• [TASK INSTRUCTIONS]: Only lines containing "Generała" belong in the answer, each copied from the entries below.

• [ENTRIES PROVIDED]:
▬▬▬

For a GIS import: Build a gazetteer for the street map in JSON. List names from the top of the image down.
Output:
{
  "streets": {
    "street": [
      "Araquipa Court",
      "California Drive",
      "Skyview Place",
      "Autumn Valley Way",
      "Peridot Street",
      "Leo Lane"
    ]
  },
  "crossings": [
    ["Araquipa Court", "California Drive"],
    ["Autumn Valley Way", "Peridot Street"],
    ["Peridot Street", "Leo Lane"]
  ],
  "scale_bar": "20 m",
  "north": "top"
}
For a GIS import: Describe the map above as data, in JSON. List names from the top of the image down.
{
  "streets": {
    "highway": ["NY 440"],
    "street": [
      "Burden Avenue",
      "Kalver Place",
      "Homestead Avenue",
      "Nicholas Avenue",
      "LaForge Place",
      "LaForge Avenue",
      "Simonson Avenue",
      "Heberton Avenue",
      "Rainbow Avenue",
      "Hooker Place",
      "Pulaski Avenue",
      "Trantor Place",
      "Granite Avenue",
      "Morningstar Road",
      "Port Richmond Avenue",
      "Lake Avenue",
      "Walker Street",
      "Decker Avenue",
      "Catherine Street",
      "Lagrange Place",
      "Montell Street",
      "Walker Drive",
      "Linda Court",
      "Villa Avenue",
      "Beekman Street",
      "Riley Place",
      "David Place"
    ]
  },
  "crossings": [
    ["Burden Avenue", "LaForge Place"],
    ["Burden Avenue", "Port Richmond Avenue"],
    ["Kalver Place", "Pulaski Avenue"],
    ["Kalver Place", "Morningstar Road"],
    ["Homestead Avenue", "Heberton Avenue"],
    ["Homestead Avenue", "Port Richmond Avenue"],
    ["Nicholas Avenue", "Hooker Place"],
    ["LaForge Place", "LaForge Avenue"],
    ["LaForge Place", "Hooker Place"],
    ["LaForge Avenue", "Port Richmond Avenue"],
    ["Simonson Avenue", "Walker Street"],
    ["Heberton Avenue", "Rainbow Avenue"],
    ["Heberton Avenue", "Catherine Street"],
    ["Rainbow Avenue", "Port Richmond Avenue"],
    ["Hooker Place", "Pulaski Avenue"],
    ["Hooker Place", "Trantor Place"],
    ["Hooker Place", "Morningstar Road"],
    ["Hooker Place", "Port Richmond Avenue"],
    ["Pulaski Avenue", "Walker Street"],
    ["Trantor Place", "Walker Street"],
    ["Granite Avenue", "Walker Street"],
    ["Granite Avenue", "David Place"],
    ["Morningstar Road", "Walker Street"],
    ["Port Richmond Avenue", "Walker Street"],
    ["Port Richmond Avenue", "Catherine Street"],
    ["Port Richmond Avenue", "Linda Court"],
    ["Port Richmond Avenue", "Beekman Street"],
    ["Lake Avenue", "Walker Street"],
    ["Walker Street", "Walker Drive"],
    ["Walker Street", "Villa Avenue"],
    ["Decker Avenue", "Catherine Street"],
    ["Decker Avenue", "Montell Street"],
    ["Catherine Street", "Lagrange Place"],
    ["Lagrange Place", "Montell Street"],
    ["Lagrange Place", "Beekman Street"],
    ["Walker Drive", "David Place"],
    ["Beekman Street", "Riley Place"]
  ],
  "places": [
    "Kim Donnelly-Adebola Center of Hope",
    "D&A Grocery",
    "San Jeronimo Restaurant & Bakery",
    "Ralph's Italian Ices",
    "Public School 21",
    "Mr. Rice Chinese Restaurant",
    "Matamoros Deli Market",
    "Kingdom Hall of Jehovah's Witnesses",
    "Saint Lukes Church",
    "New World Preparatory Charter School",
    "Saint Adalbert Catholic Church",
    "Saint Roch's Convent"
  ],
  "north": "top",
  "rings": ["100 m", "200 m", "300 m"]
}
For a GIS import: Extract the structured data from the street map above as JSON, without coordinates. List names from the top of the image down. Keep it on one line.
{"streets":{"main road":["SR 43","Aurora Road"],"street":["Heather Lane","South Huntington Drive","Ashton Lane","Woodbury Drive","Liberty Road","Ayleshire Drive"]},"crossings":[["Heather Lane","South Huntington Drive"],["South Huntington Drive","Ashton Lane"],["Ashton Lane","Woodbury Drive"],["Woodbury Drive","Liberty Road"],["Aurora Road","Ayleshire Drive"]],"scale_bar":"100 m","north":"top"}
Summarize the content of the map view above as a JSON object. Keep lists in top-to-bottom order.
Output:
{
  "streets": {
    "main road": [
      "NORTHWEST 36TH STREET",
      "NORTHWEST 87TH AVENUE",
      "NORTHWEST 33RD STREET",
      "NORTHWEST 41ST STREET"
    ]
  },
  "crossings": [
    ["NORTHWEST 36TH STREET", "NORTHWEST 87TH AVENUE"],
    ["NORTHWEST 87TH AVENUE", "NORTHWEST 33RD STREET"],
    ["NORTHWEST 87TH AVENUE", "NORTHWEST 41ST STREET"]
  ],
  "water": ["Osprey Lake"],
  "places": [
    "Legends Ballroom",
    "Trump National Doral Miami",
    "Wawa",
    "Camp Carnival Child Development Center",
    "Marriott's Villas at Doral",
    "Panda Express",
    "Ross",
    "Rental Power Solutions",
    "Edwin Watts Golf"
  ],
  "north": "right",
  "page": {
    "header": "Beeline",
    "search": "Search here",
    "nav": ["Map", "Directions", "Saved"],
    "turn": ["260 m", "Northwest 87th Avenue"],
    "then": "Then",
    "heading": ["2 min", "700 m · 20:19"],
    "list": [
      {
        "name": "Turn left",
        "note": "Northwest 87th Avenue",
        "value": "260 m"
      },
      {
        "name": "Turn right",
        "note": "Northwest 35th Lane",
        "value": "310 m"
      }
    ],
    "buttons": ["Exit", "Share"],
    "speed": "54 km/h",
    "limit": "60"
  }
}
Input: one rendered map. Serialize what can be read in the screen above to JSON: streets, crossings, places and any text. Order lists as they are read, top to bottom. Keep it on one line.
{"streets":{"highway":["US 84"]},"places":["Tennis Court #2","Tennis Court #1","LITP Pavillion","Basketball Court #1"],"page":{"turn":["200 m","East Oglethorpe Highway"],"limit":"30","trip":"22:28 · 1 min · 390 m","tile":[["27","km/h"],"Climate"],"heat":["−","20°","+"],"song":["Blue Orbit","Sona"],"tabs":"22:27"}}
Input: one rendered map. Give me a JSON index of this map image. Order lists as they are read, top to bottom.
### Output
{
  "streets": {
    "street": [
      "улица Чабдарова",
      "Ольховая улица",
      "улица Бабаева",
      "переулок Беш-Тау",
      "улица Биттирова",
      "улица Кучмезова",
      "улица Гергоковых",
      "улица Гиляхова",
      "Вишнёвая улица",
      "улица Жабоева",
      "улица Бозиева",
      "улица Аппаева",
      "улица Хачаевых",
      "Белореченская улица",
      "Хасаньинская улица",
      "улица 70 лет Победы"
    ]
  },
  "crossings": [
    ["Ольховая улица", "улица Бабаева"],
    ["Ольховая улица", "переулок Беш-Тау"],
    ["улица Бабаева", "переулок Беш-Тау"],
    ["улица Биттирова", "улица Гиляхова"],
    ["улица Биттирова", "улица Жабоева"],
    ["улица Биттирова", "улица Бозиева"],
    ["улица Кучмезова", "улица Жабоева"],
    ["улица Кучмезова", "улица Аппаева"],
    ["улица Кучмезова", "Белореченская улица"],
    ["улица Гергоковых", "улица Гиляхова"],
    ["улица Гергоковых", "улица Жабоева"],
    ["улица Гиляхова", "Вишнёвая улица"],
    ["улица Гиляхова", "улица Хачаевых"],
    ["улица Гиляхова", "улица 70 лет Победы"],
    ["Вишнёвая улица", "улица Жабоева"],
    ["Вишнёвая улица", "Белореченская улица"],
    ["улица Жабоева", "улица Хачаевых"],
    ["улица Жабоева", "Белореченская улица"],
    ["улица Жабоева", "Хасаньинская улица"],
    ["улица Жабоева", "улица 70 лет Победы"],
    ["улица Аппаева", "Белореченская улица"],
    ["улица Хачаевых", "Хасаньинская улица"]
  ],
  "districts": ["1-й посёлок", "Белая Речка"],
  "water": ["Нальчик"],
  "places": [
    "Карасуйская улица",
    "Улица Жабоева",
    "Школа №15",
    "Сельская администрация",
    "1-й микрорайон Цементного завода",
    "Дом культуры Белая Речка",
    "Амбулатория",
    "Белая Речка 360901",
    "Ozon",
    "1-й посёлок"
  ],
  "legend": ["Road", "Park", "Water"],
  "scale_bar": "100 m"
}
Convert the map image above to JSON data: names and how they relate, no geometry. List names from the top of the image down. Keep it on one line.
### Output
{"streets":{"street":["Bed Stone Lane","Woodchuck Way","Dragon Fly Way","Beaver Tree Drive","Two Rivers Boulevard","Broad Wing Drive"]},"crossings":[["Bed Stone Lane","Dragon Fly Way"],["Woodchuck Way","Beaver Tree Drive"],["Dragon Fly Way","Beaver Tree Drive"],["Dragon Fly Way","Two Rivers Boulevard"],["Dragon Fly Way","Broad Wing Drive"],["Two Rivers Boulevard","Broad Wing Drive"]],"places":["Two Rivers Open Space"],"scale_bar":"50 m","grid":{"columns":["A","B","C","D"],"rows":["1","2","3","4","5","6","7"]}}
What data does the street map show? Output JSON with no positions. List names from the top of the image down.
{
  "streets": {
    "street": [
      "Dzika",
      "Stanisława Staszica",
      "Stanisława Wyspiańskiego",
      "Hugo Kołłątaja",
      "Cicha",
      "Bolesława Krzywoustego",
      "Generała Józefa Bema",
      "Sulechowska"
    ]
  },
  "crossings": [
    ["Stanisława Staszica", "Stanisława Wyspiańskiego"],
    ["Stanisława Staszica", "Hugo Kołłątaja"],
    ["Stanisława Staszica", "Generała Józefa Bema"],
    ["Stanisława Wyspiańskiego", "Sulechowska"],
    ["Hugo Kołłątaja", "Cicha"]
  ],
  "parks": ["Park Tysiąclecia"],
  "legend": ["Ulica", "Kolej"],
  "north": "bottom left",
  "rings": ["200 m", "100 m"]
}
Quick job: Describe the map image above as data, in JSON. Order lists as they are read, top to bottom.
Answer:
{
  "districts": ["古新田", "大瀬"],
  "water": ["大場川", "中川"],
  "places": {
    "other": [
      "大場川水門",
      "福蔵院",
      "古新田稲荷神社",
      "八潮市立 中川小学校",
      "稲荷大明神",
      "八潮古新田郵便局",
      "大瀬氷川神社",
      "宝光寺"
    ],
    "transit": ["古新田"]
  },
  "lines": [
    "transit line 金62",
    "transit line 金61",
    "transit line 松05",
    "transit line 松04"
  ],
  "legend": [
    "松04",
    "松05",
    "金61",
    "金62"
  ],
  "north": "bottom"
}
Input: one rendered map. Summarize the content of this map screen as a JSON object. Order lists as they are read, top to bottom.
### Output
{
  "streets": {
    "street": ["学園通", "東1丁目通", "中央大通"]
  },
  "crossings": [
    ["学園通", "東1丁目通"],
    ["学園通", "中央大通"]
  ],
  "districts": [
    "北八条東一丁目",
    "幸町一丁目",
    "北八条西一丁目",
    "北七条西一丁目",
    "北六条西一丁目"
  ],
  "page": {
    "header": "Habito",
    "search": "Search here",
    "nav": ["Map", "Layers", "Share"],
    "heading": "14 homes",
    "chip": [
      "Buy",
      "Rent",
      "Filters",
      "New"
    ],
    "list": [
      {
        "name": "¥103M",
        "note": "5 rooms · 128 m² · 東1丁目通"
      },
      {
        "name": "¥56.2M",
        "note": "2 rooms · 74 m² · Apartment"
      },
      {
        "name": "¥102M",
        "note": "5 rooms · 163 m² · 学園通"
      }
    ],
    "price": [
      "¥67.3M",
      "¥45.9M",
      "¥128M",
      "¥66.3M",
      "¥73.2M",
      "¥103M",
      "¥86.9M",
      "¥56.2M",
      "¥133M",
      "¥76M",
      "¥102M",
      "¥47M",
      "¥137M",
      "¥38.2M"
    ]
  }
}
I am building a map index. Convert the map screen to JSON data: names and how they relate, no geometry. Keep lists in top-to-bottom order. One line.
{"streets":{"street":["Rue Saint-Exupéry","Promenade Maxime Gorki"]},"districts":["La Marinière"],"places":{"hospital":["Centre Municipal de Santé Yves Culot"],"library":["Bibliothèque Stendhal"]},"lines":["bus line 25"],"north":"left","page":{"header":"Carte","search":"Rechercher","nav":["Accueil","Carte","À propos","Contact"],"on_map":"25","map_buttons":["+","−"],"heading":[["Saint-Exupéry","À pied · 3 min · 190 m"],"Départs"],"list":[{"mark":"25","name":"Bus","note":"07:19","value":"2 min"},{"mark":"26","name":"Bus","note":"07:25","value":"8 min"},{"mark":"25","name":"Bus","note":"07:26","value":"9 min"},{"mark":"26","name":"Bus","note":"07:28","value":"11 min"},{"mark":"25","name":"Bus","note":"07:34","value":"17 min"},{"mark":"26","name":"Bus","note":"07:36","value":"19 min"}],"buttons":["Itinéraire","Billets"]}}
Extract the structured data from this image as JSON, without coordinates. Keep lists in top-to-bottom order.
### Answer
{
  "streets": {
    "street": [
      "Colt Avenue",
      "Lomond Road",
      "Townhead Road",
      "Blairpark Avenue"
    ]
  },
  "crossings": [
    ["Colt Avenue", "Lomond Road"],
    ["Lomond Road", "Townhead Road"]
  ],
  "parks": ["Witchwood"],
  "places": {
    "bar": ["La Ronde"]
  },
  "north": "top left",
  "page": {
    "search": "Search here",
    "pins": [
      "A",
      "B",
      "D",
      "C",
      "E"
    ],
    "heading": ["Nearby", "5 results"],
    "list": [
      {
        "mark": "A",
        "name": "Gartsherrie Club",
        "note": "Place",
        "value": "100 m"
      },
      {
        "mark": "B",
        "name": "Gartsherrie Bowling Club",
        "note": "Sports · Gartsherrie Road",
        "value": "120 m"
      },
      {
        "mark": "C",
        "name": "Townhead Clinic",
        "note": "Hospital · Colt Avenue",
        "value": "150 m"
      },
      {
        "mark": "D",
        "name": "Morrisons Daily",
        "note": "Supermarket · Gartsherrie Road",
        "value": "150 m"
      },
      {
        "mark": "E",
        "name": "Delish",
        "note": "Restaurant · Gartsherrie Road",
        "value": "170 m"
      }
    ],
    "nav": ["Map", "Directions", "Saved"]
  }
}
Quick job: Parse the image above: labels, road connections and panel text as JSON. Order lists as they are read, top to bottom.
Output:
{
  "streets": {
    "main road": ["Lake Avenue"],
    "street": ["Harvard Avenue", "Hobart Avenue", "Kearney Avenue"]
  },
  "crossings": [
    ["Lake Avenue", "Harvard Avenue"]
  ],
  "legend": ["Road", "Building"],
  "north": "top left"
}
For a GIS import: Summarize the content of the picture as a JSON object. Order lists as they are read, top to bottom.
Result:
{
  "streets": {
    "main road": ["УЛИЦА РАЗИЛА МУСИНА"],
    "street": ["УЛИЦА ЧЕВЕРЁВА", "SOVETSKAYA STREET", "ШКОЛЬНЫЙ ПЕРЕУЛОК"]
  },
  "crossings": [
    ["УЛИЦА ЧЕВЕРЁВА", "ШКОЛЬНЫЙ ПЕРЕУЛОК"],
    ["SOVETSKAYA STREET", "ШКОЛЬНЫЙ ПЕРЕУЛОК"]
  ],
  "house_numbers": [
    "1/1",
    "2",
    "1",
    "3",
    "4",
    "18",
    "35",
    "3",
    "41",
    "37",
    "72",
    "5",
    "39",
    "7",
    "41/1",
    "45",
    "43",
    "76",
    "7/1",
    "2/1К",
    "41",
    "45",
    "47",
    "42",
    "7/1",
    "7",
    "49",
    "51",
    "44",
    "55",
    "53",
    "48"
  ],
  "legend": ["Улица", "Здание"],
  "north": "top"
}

▬▬▬

• [RESULT OF THE EXERCISE]:
      "Generała Józefa Bema",
    ["Stanisława Staszica", "Generała Józefa Bema"],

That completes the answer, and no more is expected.